The Southern Book Club's Guide to Slaying Vampires(54)



“I don’t listen to gossip.”

“Well,” he said. “The way I heard it, she took off with some fella.”

“Then that settles that,” she said.

“It hurts me to think that you or your kids might hear that I did something to her,” he said. “The last thing I want is for anyone to be afraid of me.”

“Don’t you worry about that for a second,” Patricia said, and she made herself meet his eyes. “No one in this house is afraid of you.”

They held each other for a second, and it felt like a challenge. She looked away first.

“It’s just the way you’re talking to me,” he said. “You won’t open the door. You seem distant. Usually you invite me in when I drop by. I feel like something’s changed.”

“Not a thing,” she said, and realized what she had to do. “We were about to have dessert. Won’t you join us?”

She kept her breathing under control, kept a pleasant smile on her face.

“That would be nice,” he said. “Thank you.”

She realized she had to let him in now, and she forced her arm to reach out toward the door, and she felt the bones in her shoulder grating as she took the latch in one hand and twisted it clockwise. The screen door groaned on its spring.

“Come in,” she said. “You’re always welcome.”

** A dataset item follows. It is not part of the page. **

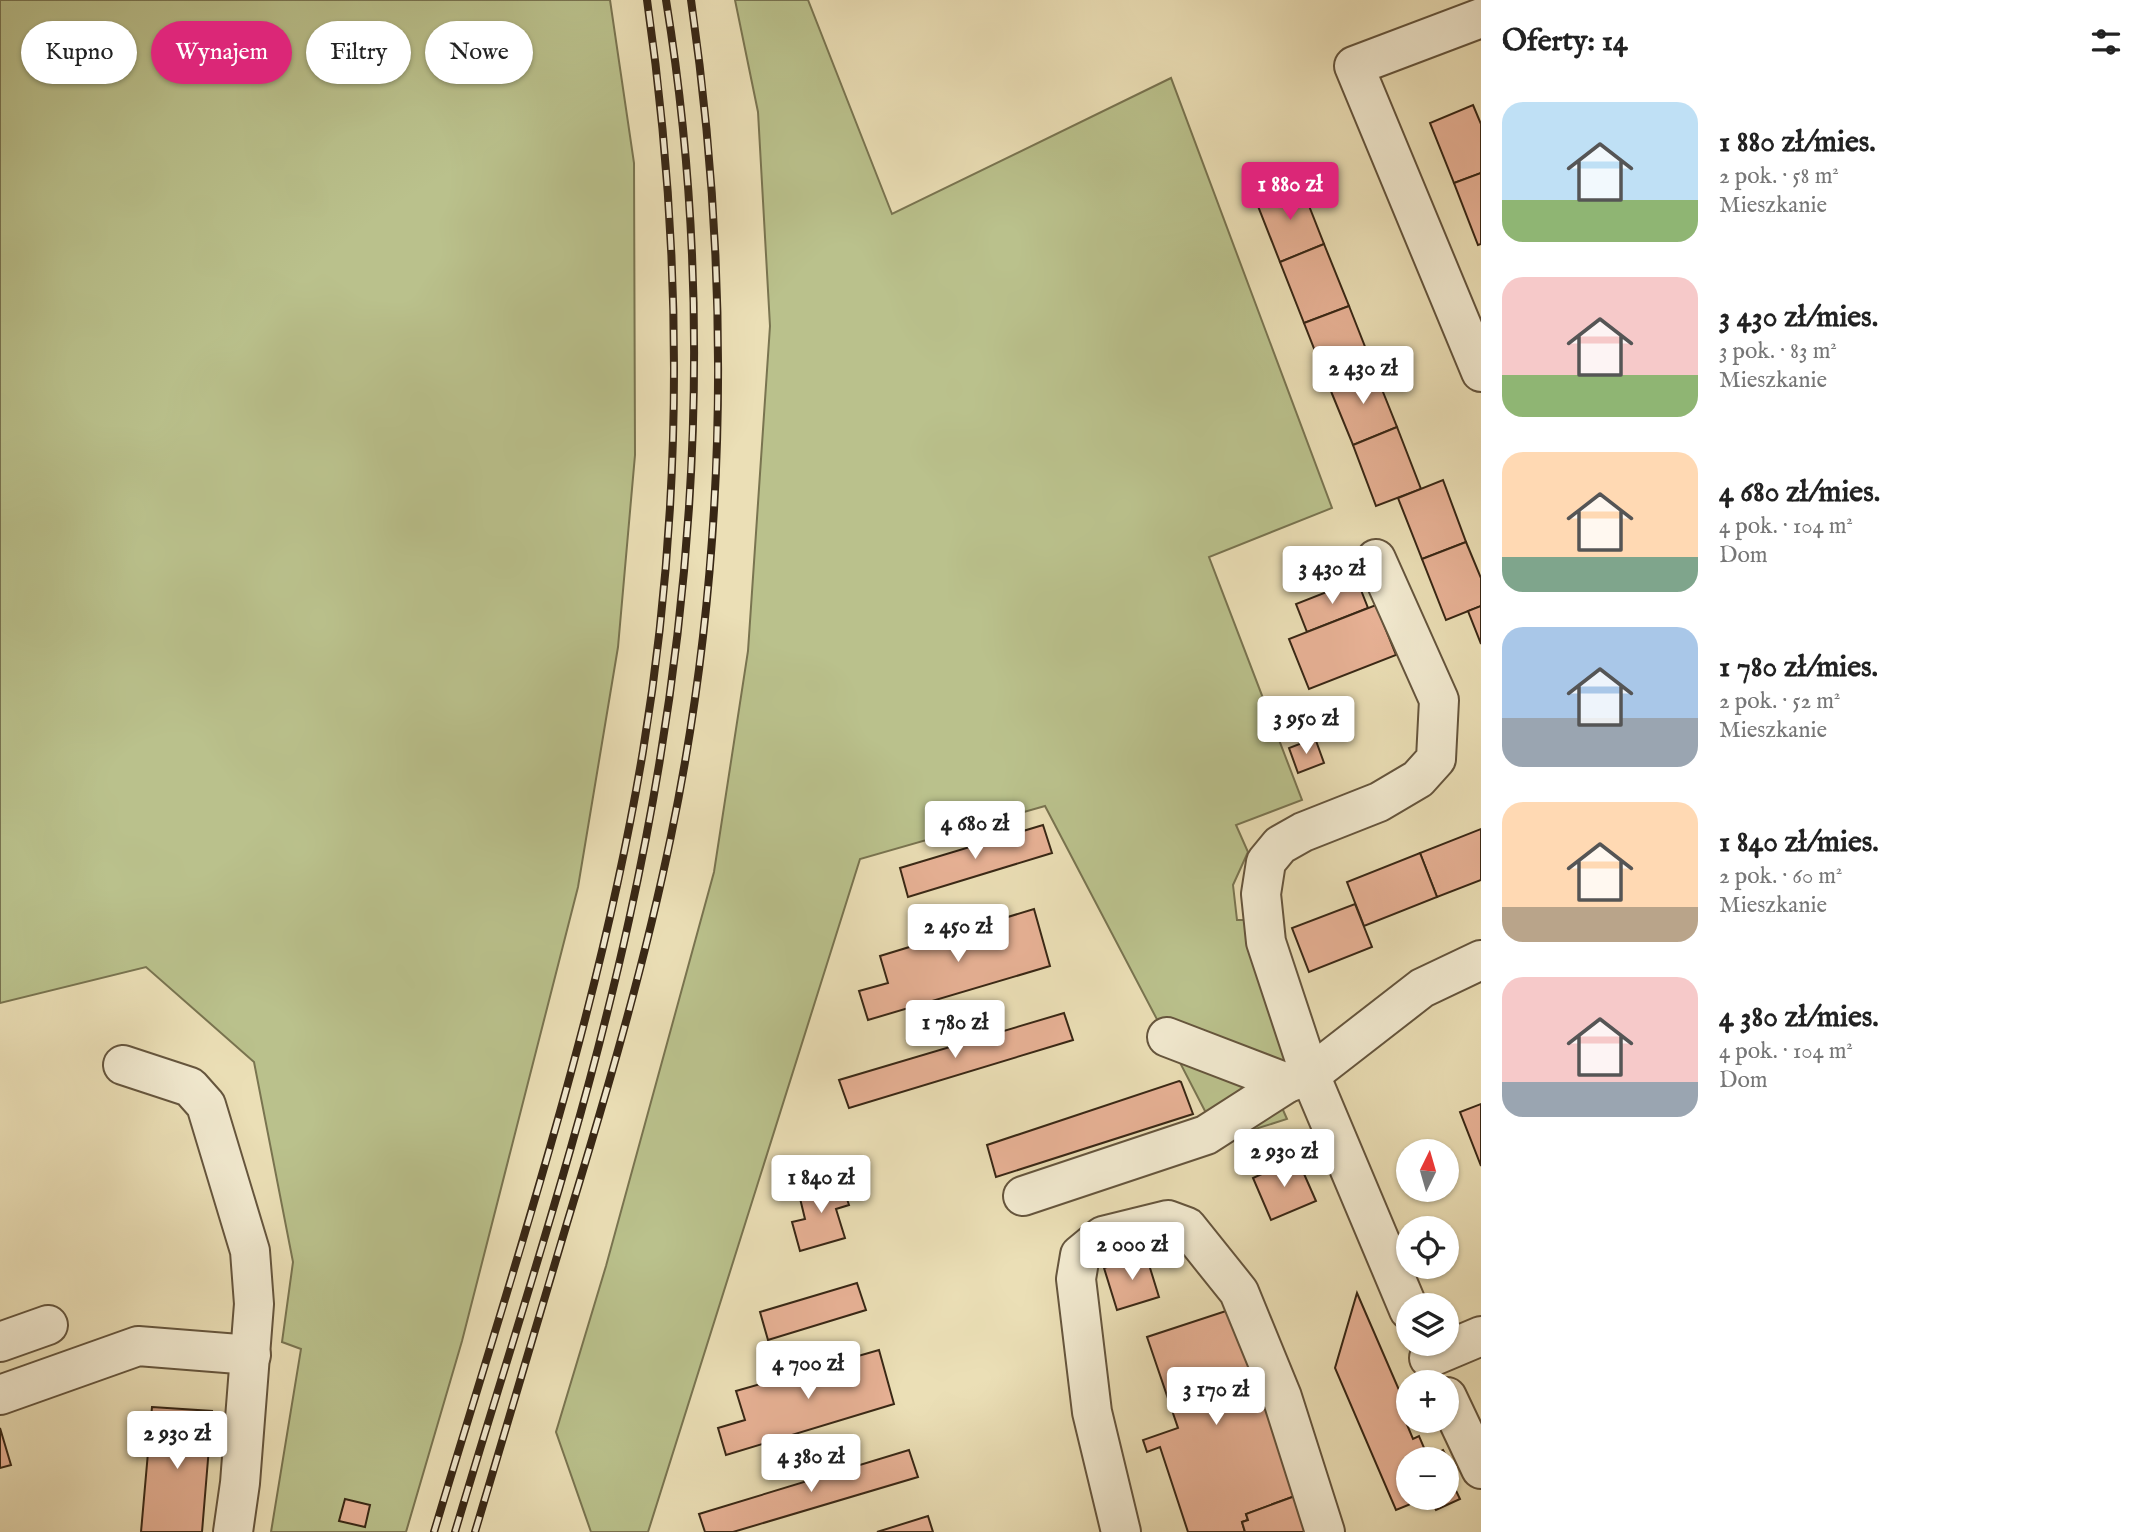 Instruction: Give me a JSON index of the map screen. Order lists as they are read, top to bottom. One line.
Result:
{"north":"top","page":{"heading":"Oferty: 14","chip":["Kupno","Wynajem","Filtry","Nowe"],"list":[{"name":"1 880 zł/mies.","note":"2 pok. · 58 m² · Mieszkanie"},{"name":"3 430 zł/mies.","note":"3 pok. · 83 m² · Mieszkanie"},{"name":"4 680 zł/mies.","note":"4 pok. · 104 m² · Dom"},{"name":"1 780 zł/mies.","note":"2 pok. · 52 m² · Mieszkanie"},{"name":"1 840 zł/mies.","note":"2 pok. · 60 m² · Mieszkanie"},{"name":"4 380 zł/mies.","note":"4 pok. · 104 m² · Dom"}],"price":["1 880 zł","2 430 zł","3 430 zł","3 950 zł","4 680 zł","2 450 zł","1 780 zł","2 930 zł","1 840 zł","2 000 zł","4 700 zł","3 170 zł","2 930 zł","4 380 zł"],"map_buttons":["+","−"]}}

She stood to the side as he stepped past her, and she saw his chin covered with blood and that thing retracting into his mouth, and it was only a shadow, and she closed the door behind him.

“Thank you,” he said.

He had gotten into her house the same as if he’d held a gun to her head. She had to stay calm. She wasn’t helpless. How many times had she stood at a party or in the supermarket, talking about someone’s child being slow, or their baby being ugly, and that person appeared out of nowhere and she smiled in their face and said, I was just thinking about you and that cute baby of yours, and they never had a clue.

She could do this.

“…would drain the person of all their blood and then give them someone else’s blood that was the wrong type,” Blue was saying as she led James Harris back into the dining room.

“Mm-hmm,” Carter said, ignoring Blue.

“Are you talking about Himmler and the camps?” James Harris asked.

Blue and Carter stopped and looked up. Patricia saw every detail in the room all at once. Everything felt freighted with importance.

“Look who stopped by.” She smiled. “Just in time for dessert.”

She picked up her napkin and sat down, gesturing to her left for James Harris to be seated.

“Thank you for inviting an old bachelor in for dessert,” he said.

“Blue,” Patricia said. “Why don’t you clear the table and bring in the cookies. Would you like coffee, James?”

“It’ll keep me up,” he said. “I have enough trouble sleeping as it is.”

“Which cookies?” Blue asked.

“All of them,” Patricia said, and Blue scampered from the room, practically skipping.

“How’re you enjoying summer?” Carter asked. “Where’d you live before here?”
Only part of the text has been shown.